[Dataset entries]
# # #
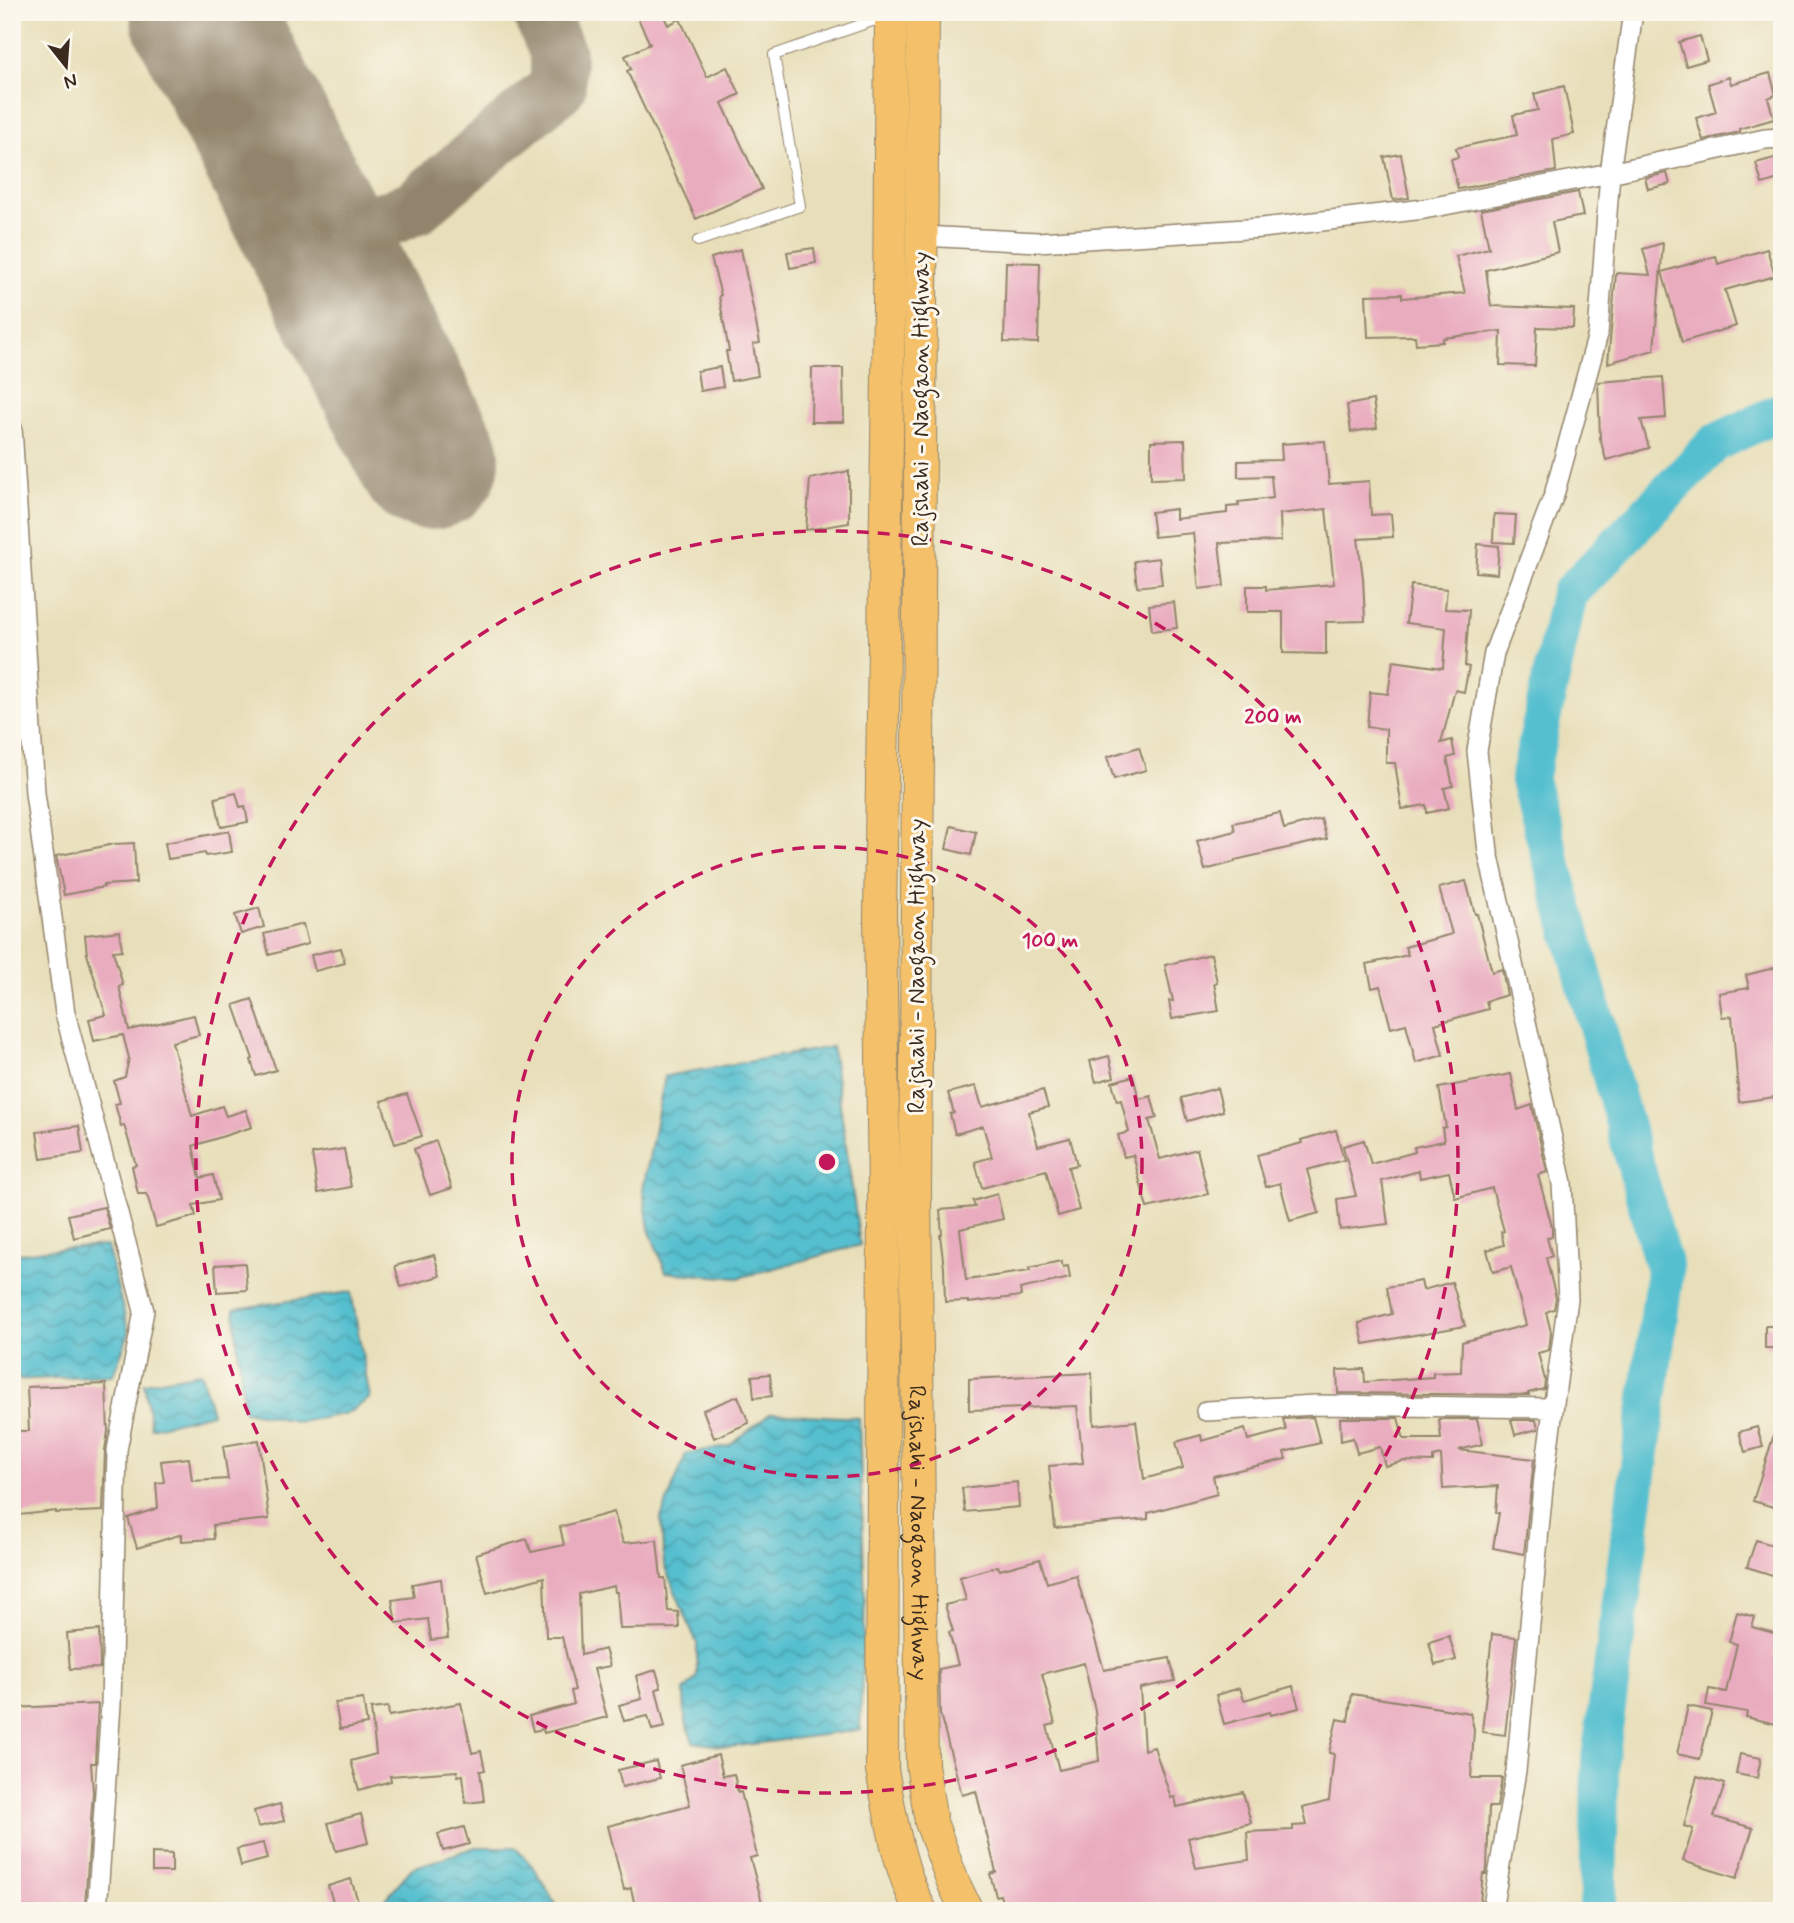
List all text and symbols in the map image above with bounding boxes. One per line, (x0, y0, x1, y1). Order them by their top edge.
north arrow (32, 32, 102, 102)
text: N (61, 67, 80, 95)
street label: Rajshahi - Naogaon Highway (906, 251, 940, 547)
text: 200 m (1244, 703, 1302, 731)
street label: Rajshahi - Naogaon Highway (902, 818, 936, 1114)
text: 100 m (1022, 927, 1078, 955)
centre of rings (815, 1150, 839, 1174)
street label: Rajshahi - Naogaon Highway (899, 1385, 935, 1681)

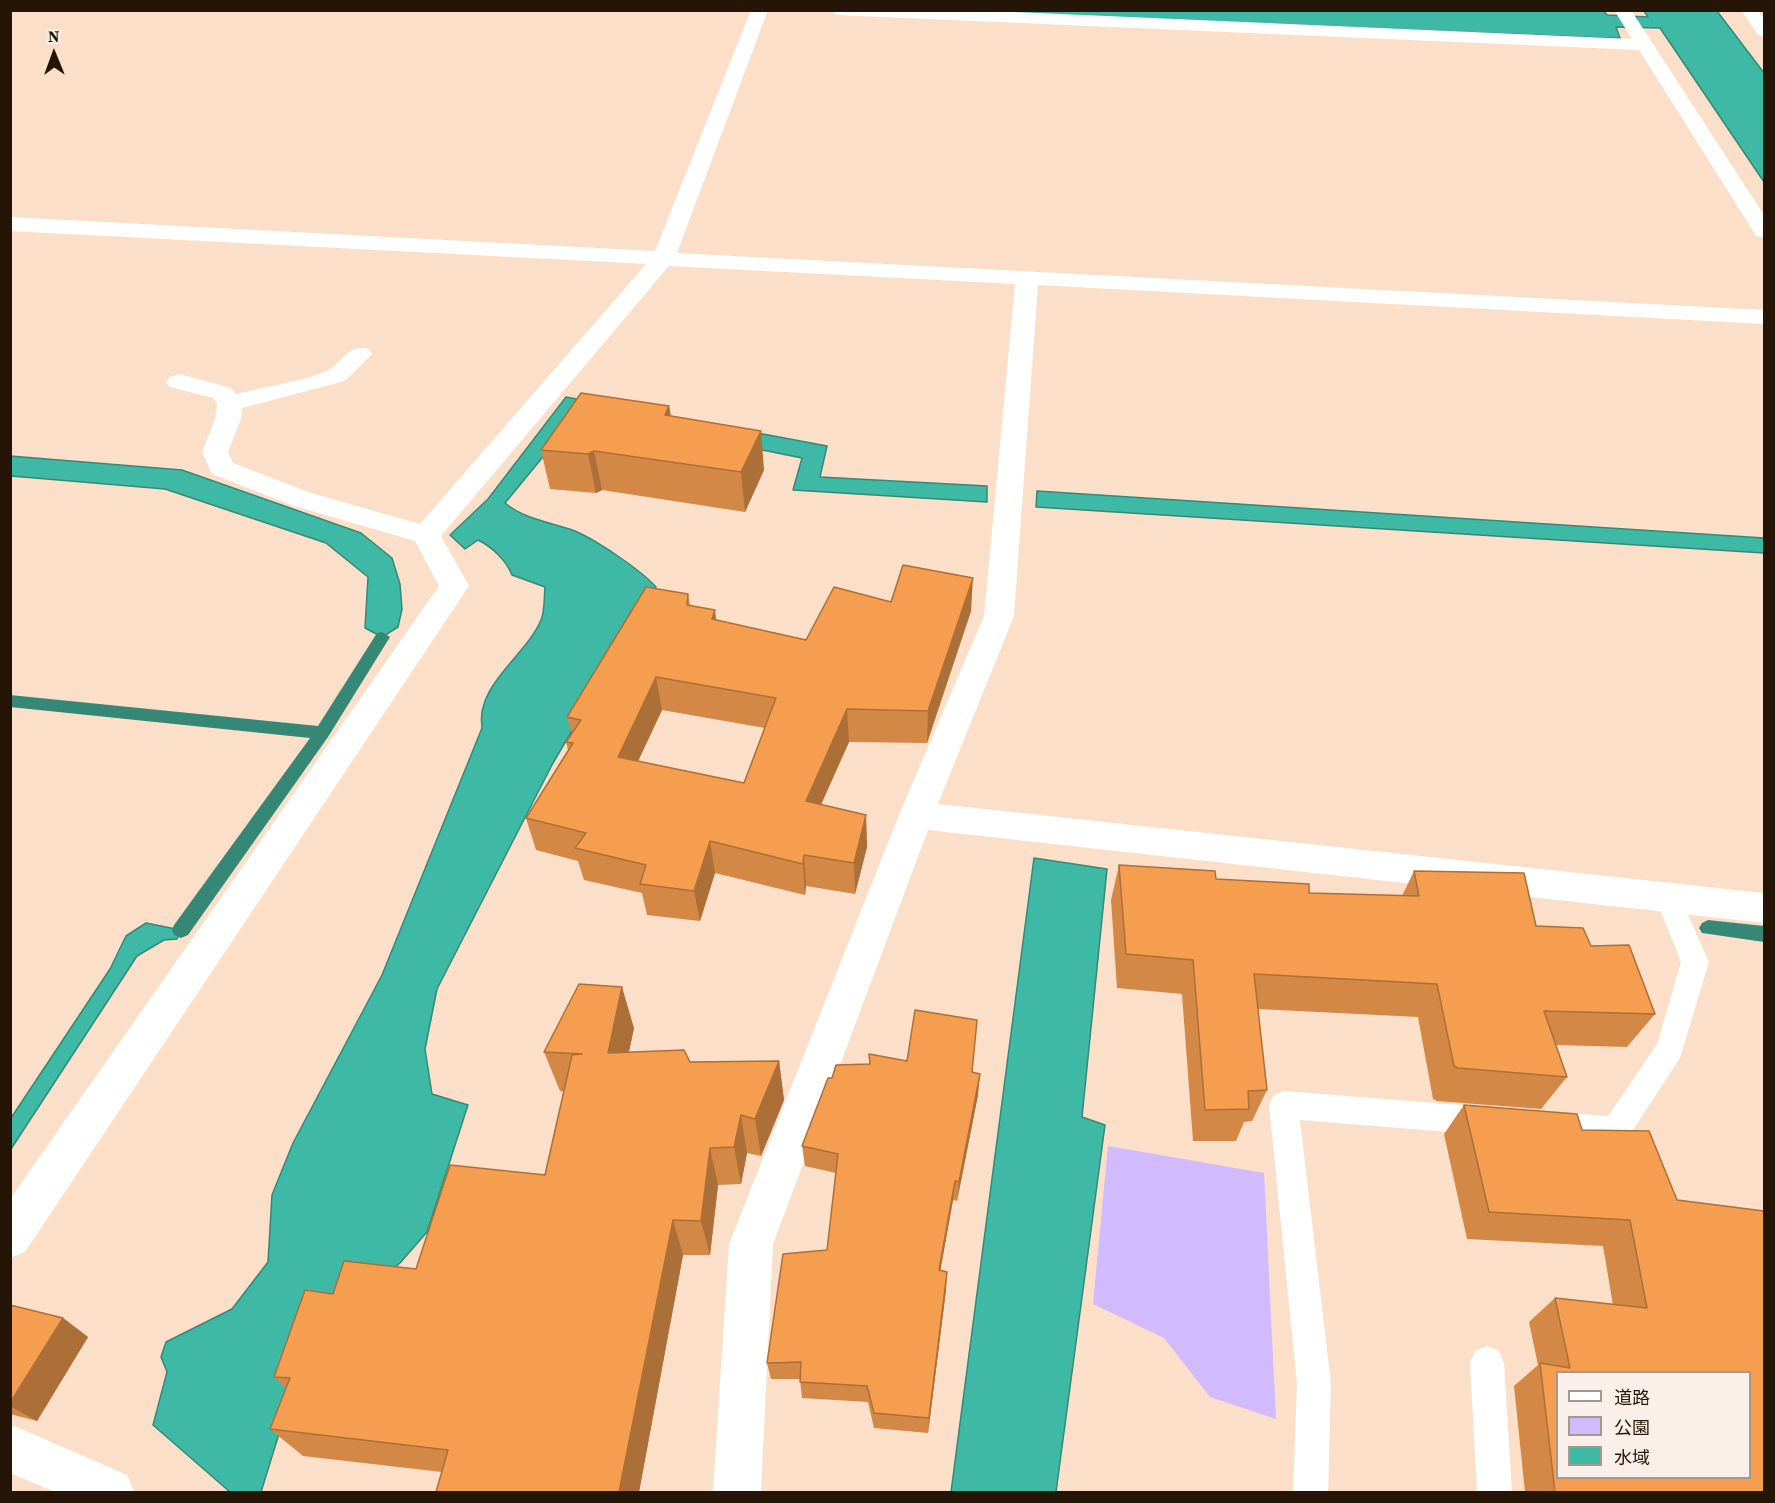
# # #
Take the records above and transcribe them exactly, dropping every picture.

List all text and symbols in the map image above with bounding boxes. One per line, (x0, y0, x1, y1). Order them by their top edge.
north arrow (32, 32, 102, 102)
text: N (61, 67, 80, 95)
street label: Rajshahi - Naogaon Highway (906, 251, 940, 547)
text: 200 m (1244, 703, 1302, 731)
street label: Rajshahi - Naogaon Highway (902, 818, 936, 1114)
text: 100 m (1022, 927, 1078, 955)
centre of rings (815, 1150, 839, 1174)
street label: Rajshahi - Naogaon Highway (899, 1385, 935, 1681)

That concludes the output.